An Associated Press report on the Breitbart-Sherrod controversy seems to have attracted the weighty criticism of a former editor with Editor and Publisher, who slammed the piece as "horrible" for its reliance on Andrew Breitbart as an expert.
Greg Mitchell, who now blogs for The Nation, also cited as "horrible" the sourcing of right-wing radio host Mike Gallagher, whose comments appear in the piece penned by Jesse Washington, AP's race and ethnicity reporter and the former managing editor of Vibe.
Washington's report essentially adopts Breitbart's thesis about Shirley Sherrod, a USDA worker who was fired after he posted a small portion of a speech she'd given, casting her as a government-sponsored bigot. In reality, her remarks to a meeting of the National Association for the Advancement of Colored People (NAACP) were about events that had transpired decades ago, and were given in the context of how she overcame a racist impulse to not fully aid a white farmer in the years before she became a government worker.
After she was fired from the USDA, the white farmer in question went public and declared she'd helped save their land and had since become a life-long friend. Then President Obama personally called to apologize to Sherrod, and ask that she return to work.
Instead of directly relating that context, AP's report goes right into the issue Breitbart's media stunt hoped to raise: the fearful and supposedly rising tide of black racism.
Is black racism a real problem? Or is it pure politics?
Shirley Sherrod was dismissed from her Agriculture Department job because remarks she made about her dealings with a white farmer almost a quarter century ago were perceived as racist. She was offered her job back Wednesday because a full viewing of that speech showed it to be a tale of racial reconciliation.
But put aside the furor and confusion over the employment of the black woman who headed the USDA's rural development office in Georgia. The Sherrod affair brings to the fore a simmering debate over whether black racism is cause for concern in America under its first black president.
The article goes on to quote Breitbart and Gallagher as if they are experts on black racism.
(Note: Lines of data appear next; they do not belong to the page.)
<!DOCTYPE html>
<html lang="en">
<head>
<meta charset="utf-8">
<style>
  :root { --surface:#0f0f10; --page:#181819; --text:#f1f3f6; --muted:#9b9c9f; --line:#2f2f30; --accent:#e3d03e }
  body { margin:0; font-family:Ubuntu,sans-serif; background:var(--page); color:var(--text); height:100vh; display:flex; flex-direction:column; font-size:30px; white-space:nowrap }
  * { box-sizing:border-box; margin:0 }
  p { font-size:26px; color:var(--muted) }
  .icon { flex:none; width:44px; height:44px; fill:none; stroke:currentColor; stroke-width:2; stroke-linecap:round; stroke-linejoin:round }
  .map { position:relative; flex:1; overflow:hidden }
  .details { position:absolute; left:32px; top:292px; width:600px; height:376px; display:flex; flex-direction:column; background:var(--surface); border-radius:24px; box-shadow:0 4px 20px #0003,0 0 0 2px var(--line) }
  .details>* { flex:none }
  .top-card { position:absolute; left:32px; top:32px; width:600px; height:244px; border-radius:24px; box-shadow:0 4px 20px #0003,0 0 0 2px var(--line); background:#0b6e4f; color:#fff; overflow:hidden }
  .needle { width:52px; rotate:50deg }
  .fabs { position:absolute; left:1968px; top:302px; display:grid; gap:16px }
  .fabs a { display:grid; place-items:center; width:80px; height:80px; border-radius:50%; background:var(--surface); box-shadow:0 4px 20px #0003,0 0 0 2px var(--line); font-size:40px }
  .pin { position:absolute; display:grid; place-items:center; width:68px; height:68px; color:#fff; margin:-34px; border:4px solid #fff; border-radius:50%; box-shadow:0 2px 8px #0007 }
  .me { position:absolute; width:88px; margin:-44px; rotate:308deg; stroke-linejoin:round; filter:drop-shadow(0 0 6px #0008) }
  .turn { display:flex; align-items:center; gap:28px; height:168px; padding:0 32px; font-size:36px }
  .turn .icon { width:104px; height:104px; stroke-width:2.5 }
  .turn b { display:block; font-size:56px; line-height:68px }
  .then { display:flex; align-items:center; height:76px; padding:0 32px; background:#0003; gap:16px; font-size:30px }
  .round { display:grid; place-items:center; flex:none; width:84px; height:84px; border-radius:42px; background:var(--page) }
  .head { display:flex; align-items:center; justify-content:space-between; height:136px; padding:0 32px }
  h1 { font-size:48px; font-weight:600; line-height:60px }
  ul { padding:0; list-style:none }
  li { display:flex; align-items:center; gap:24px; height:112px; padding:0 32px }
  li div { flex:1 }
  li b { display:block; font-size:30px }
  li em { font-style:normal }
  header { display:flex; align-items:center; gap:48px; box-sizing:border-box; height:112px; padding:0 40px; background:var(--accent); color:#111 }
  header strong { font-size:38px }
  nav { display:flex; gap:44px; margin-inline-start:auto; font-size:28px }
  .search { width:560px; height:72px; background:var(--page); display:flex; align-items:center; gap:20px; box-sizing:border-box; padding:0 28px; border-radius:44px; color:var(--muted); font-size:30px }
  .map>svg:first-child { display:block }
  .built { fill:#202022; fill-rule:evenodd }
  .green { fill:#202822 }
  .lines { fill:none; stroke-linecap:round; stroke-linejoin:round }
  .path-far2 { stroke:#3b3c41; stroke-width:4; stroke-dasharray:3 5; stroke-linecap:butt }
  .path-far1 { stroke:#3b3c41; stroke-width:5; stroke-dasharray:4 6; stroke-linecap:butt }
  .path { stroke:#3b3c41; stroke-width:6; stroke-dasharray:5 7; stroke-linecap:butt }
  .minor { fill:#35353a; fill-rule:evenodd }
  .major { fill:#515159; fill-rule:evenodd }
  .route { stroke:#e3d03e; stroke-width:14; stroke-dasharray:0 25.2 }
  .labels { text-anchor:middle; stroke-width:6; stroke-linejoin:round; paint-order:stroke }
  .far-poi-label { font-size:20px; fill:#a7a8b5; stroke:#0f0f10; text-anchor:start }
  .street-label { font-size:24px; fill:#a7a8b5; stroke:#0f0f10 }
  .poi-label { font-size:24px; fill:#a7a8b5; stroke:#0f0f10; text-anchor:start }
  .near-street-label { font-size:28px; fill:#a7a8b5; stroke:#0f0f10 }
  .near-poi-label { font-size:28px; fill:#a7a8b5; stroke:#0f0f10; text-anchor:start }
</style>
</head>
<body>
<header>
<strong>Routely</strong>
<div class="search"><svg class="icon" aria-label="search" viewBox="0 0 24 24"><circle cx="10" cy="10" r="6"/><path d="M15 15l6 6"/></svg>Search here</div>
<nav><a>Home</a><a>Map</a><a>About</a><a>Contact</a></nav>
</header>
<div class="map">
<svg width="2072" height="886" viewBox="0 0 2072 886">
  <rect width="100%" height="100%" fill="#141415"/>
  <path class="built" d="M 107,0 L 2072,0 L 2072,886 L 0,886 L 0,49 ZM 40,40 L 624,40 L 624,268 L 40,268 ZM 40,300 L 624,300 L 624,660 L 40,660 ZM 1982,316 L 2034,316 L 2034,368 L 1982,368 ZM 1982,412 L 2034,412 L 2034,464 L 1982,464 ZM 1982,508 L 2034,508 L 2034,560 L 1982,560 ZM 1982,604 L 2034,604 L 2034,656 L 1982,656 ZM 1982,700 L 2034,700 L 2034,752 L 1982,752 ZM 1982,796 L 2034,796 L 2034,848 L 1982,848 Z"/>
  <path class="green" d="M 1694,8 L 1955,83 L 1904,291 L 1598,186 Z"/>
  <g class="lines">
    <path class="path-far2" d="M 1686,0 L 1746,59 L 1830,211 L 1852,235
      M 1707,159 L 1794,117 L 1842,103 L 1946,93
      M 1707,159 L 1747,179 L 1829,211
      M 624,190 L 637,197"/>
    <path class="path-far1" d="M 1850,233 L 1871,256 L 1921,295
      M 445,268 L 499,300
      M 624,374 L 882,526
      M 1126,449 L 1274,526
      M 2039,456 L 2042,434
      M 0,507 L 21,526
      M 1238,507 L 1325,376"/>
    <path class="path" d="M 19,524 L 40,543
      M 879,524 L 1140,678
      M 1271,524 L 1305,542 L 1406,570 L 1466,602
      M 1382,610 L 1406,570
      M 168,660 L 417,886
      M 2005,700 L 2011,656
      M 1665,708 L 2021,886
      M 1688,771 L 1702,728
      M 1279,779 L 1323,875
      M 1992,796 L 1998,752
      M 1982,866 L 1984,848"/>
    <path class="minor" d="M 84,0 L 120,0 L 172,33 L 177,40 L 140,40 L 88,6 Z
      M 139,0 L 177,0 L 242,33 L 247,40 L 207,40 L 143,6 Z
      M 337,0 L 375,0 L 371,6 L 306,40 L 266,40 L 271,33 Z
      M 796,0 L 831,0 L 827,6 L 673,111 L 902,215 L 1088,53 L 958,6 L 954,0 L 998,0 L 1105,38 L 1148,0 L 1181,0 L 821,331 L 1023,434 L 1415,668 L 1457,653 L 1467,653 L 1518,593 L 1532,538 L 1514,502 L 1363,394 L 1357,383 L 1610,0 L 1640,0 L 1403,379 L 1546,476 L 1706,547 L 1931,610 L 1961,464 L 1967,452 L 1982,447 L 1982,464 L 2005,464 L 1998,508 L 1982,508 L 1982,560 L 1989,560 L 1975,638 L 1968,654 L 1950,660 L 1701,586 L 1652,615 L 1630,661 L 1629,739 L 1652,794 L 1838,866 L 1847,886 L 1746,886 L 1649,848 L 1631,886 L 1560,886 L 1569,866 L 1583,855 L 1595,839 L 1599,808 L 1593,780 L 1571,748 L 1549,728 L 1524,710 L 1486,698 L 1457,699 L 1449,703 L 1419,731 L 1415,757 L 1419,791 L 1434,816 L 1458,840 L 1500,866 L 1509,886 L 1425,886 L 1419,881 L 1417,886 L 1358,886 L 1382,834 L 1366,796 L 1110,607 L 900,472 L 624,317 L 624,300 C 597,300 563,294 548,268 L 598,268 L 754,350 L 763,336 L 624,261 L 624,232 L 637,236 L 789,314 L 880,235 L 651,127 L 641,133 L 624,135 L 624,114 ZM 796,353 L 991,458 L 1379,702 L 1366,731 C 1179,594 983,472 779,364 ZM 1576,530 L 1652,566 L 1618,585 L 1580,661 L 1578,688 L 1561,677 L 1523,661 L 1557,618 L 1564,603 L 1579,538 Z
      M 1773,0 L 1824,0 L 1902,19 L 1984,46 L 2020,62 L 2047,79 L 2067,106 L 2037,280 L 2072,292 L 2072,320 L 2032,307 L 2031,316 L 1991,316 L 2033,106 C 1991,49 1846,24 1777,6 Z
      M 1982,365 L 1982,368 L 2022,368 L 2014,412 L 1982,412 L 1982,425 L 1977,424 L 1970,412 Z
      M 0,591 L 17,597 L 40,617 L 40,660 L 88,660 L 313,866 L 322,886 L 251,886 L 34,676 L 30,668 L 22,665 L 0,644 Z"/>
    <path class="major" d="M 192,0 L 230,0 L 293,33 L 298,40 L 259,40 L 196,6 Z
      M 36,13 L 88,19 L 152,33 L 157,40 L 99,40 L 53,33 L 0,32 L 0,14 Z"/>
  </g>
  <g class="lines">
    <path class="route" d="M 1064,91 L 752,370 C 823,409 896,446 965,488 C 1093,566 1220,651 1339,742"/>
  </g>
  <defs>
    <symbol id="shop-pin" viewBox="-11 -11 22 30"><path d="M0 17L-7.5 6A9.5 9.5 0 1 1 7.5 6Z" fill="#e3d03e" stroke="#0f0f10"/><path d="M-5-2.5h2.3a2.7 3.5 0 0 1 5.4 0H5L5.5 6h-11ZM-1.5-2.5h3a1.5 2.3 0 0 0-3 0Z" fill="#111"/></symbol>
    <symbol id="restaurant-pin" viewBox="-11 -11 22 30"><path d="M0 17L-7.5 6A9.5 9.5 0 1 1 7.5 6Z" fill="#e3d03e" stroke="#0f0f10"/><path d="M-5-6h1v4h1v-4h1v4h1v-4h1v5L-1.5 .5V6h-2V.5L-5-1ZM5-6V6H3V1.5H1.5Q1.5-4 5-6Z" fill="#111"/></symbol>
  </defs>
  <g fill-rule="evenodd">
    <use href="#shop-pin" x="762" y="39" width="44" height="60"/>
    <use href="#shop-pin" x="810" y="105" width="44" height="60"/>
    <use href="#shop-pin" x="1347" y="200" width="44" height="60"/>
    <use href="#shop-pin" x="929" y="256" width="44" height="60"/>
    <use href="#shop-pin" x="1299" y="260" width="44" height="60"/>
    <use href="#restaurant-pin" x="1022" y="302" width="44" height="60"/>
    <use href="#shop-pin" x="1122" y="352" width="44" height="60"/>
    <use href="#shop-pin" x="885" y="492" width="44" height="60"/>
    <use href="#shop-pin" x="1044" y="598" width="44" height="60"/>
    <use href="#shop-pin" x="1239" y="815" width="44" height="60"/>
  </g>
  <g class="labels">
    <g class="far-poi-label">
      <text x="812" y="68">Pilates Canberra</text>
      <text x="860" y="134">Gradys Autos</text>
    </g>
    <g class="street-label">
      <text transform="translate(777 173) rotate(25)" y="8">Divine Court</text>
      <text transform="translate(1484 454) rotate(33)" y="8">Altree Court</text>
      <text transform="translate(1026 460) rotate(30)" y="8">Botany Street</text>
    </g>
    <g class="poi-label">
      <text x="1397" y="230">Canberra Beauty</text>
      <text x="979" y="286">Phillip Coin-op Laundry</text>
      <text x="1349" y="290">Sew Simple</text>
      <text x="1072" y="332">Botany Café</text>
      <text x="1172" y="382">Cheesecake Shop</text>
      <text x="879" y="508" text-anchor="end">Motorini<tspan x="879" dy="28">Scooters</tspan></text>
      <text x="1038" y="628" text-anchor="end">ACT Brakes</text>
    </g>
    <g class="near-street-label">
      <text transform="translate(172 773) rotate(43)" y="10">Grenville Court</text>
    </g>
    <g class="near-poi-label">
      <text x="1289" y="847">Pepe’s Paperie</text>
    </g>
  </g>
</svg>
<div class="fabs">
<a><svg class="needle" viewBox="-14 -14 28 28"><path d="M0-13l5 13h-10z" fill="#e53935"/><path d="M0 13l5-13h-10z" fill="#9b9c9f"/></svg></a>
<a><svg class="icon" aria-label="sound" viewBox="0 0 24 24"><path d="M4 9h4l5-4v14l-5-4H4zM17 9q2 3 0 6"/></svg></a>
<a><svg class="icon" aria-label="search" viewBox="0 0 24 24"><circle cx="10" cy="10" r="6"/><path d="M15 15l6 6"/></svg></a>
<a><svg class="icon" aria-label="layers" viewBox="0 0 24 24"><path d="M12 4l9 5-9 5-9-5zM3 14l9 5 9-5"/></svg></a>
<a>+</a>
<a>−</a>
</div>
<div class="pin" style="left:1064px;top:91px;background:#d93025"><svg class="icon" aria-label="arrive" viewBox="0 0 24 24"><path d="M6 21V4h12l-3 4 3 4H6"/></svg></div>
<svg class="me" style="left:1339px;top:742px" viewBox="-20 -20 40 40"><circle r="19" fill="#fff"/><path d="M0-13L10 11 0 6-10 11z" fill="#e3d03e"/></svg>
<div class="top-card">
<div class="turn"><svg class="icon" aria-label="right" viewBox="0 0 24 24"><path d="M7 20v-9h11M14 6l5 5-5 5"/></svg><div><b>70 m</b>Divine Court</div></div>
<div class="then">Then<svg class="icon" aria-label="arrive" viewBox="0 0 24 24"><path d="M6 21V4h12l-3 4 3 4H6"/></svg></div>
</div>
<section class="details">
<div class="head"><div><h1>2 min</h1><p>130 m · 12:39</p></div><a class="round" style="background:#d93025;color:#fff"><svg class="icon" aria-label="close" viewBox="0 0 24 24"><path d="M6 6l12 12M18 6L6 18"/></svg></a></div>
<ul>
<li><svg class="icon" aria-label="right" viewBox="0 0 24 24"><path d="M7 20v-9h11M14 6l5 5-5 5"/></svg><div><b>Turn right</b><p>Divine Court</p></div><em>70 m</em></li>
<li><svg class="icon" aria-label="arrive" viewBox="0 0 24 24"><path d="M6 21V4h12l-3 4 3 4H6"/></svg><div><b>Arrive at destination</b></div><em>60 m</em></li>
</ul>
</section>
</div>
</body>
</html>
Gallagher gets the most real-estate, with passages like:
Gallagher, the radio host, says the appearance of anti-white bias at the Agriculture or Justice Department "creates white racists."
"White people sit around, and they get angry and they think this is the world they live in, and it's not fair. I hear it in the frustration of my callers," he said.
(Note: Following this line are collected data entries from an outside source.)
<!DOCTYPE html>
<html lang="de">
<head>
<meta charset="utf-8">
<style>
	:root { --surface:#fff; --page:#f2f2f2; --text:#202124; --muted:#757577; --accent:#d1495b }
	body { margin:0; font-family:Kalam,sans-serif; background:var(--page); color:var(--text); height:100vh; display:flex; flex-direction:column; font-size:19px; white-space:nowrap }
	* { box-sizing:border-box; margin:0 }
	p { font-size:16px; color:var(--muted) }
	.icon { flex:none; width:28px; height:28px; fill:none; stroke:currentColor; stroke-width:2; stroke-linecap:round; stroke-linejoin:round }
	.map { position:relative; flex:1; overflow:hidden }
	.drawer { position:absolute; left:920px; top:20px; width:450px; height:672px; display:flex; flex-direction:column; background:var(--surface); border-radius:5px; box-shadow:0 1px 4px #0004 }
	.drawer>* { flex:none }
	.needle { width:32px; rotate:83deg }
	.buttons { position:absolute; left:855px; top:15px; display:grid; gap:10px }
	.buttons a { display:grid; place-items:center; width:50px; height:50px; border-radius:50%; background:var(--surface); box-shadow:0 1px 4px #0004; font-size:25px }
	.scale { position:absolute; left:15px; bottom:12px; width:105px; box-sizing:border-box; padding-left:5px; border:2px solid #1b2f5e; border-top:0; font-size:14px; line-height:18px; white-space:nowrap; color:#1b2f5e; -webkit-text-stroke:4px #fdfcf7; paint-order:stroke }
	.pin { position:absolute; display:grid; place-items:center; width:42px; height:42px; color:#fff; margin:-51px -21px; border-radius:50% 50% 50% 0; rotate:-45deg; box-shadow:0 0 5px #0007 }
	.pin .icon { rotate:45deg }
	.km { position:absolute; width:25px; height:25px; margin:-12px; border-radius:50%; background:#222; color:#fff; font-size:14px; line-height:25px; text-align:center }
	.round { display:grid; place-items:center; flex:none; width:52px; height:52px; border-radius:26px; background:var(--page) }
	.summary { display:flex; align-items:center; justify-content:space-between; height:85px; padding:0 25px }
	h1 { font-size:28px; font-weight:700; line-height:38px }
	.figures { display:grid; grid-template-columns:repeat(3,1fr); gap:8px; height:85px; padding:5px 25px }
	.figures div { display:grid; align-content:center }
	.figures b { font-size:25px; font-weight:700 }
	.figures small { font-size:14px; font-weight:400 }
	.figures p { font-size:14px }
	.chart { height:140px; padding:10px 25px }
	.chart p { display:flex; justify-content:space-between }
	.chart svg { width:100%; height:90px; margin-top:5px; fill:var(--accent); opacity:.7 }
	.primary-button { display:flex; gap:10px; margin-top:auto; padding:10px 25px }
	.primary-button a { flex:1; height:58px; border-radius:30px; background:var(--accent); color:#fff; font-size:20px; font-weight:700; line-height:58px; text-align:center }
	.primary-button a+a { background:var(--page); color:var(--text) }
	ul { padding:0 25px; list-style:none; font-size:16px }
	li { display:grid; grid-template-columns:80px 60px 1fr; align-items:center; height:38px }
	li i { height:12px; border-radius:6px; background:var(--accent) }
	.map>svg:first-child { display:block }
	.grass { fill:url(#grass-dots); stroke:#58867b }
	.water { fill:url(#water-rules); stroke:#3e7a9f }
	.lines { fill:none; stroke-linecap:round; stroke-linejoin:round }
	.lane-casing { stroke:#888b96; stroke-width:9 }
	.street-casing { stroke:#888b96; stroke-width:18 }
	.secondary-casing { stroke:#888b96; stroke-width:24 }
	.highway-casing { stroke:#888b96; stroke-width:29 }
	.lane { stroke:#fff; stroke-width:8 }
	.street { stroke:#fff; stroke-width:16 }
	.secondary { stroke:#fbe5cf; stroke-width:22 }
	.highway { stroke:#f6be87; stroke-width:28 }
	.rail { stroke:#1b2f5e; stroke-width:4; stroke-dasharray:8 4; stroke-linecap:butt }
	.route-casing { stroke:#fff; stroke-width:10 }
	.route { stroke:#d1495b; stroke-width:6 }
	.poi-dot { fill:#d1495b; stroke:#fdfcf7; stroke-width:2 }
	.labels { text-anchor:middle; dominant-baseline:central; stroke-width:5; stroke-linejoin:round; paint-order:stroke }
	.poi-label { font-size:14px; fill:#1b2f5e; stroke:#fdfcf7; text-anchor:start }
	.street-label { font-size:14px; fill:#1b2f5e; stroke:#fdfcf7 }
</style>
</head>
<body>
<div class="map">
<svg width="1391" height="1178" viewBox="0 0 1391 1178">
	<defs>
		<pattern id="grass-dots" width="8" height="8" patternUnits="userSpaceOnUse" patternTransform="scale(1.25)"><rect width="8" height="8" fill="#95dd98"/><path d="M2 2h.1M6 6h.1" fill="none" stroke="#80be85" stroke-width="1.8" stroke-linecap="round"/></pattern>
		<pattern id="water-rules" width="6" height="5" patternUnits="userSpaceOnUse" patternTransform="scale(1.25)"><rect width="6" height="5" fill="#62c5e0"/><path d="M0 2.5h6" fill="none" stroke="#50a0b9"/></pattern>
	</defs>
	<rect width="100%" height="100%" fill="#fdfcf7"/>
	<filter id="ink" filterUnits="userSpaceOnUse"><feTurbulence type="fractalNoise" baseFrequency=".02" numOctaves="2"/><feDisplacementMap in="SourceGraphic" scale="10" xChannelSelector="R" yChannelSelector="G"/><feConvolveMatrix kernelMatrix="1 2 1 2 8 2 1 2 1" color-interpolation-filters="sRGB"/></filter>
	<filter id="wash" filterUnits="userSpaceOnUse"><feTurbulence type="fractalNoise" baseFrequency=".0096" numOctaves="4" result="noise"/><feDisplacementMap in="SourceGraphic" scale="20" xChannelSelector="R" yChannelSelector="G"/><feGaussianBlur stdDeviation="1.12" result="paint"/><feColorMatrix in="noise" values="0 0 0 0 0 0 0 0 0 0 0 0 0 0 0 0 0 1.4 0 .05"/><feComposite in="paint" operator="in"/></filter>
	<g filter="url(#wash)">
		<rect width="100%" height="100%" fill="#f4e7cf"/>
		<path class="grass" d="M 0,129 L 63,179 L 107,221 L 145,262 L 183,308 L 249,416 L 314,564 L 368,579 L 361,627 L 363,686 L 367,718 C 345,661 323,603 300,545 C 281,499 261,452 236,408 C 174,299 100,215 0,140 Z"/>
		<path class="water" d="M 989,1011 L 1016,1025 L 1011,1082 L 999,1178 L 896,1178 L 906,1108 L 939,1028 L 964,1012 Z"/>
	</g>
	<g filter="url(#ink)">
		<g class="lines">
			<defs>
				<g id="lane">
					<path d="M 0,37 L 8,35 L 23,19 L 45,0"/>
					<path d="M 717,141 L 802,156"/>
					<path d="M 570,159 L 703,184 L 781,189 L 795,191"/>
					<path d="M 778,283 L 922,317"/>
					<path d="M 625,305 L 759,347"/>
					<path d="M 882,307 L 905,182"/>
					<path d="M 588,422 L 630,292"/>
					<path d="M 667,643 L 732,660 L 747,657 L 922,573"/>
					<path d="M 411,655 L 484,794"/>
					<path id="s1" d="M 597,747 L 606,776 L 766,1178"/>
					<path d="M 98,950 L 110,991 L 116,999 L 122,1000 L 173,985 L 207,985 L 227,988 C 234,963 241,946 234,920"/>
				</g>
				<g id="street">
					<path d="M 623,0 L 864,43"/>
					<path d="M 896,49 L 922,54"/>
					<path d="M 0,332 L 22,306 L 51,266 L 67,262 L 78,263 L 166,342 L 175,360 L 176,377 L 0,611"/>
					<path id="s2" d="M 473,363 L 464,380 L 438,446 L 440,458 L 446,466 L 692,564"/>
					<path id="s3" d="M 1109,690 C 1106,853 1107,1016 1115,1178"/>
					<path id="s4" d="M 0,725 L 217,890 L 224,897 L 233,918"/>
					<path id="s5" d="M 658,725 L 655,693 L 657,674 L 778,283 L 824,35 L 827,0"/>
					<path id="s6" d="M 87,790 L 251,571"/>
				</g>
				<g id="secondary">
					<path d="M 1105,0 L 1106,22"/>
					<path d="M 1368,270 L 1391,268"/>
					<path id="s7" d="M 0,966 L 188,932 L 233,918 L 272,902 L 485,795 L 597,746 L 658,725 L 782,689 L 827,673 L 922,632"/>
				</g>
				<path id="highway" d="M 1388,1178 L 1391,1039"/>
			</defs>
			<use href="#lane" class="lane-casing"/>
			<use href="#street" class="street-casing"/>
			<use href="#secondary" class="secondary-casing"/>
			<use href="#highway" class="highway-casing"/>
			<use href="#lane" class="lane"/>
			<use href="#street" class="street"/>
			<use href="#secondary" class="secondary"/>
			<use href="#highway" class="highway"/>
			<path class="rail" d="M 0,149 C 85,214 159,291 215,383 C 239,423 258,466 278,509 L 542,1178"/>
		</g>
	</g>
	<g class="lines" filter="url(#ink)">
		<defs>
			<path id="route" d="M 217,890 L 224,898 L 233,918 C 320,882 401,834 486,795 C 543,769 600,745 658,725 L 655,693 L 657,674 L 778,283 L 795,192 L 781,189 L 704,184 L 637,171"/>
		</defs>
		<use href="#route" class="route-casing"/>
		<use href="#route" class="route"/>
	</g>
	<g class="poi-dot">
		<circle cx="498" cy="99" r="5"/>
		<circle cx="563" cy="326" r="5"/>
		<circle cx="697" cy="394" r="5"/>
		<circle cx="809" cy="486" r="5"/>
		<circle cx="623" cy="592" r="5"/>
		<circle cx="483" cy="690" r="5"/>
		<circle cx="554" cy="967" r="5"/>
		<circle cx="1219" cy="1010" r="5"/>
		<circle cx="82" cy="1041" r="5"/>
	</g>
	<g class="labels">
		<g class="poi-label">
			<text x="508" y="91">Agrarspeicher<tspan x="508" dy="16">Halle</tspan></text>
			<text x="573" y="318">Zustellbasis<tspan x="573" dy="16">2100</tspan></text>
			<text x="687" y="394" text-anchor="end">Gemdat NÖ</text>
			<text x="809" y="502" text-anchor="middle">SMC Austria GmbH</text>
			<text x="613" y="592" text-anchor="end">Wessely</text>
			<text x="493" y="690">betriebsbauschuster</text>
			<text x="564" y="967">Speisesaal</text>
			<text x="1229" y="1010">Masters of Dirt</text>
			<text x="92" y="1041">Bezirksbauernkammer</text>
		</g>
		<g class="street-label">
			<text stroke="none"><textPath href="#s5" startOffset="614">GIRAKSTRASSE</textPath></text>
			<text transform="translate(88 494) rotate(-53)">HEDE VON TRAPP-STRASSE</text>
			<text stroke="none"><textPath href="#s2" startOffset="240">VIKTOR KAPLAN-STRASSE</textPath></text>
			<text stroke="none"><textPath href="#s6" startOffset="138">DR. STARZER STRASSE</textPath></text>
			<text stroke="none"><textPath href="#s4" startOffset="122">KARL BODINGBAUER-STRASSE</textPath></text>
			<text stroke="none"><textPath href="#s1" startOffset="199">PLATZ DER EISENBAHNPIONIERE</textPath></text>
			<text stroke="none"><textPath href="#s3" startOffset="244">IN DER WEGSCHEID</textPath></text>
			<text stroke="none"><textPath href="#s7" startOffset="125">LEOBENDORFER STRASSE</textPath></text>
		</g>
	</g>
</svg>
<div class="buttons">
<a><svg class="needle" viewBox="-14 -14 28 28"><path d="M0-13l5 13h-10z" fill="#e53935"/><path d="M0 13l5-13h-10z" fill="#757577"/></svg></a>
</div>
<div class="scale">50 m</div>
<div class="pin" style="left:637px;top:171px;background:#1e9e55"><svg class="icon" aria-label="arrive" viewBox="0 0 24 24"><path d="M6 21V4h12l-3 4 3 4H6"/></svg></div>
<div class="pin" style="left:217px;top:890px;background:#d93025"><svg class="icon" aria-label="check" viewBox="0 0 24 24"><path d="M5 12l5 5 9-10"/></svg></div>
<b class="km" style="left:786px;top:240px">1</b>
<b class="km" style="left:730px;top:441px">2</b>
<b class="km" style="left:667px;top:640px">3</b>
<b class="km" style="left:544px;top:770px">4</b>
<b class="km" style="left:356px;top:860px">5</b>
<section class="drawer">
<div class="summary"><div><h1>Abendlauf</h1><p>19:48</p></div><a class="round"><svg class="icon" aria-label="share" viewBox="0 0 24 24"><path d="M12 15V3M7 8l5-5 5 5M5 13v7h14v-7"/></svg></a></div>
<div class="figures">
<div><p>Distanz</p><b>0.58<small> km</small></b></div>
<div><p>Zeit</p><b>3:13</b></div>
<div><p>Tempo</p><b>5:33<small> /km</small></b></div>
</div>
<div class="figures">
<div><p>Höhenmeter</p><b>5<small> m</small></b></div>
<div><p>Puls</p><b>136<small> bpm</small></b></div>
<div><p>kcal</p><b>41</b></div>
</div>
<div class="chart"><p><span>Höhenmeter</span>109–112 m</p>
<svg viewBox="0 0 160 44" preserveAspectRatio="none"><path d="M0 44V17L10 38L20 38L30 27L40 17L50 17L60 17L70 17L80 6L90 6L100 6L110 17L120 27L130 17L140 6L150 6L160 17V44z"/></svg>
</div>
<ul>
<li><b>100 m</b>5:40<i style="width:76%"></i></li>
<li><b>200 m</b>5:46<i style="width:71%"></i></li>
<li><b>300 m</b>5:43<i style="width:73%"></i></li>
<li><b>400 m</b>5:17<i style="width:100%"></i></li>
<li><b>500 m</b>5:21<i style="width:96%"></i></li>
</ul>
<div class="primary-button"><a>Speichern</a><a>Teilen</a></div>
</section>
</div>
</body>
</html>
"White America understands by now, you'd better be very careful in the way you treat people of color. In this history of this country that's great advice. That's as it should be. We've had a shameful past," he said. "Now the fear is that the pendulum has swung so far the other way, that white people mind their P's and Q's and don't say anything that can be perceived as racist, but blacks can talk about hurting people."
Meanwhile, Breitbart is treated seemingly without skepticism, save for a quote from Sherrod insisting he'd created a racially-charged situation in order to unite other racists.
The tale becomes especially weighty, and Breitbart's deception especially fierce, when an additional consideration is added: Sherrod's father, Hosie Miller, was murdered by a white farmer after a dispute over some cows.
Sherrod's tale is one of struggle and redemption, a transformation that took many years, leading her to overcome shallow fears and prejudices to aid a fellow American in need.
"Mr. Washington, who is African American, completely swallows Breitbart's framing of the story, and writes about black racism without quote marks as if there were any evidence of black racism in this story," commented a clearly-peeved contributor to the Gay and Lesbian Activist Alliance forum. "The lens should be squarely focused on Mr. Breitbart, who despite being utterly discredited is still trying to smear Ms. Sherrod. Breitbart should pay for Jesse Washington's story. This is not responsible journalism."
Washington, for his part, quoted a Princeton professor at the end of his piece as noting that black minorities have about ten cents to every dollar held by a white person in America. Then he thanked Breitbart for dropping his name during a recent and controversial appearance on Good Morning America. Washington also offered a correction to a piece of misinformation given to GMA about members of the Congressional Black Caucus, claiming that he did in fact speak with Reps. Carson and Lewis, whom Breitbart had suggested avoided speaking to the AP.
Obama has since said that Sec. Tom Vilsack "jumped the gun" on firing Sherrod, and insisted that his administration learn from the mistake.
Both Mr. Mitchell and Mr. Washington were solicited for comments, but neither had replied at time of publication. An audio interview featuring Washington speaking about the Breitbart-Sherrod controversy was available online.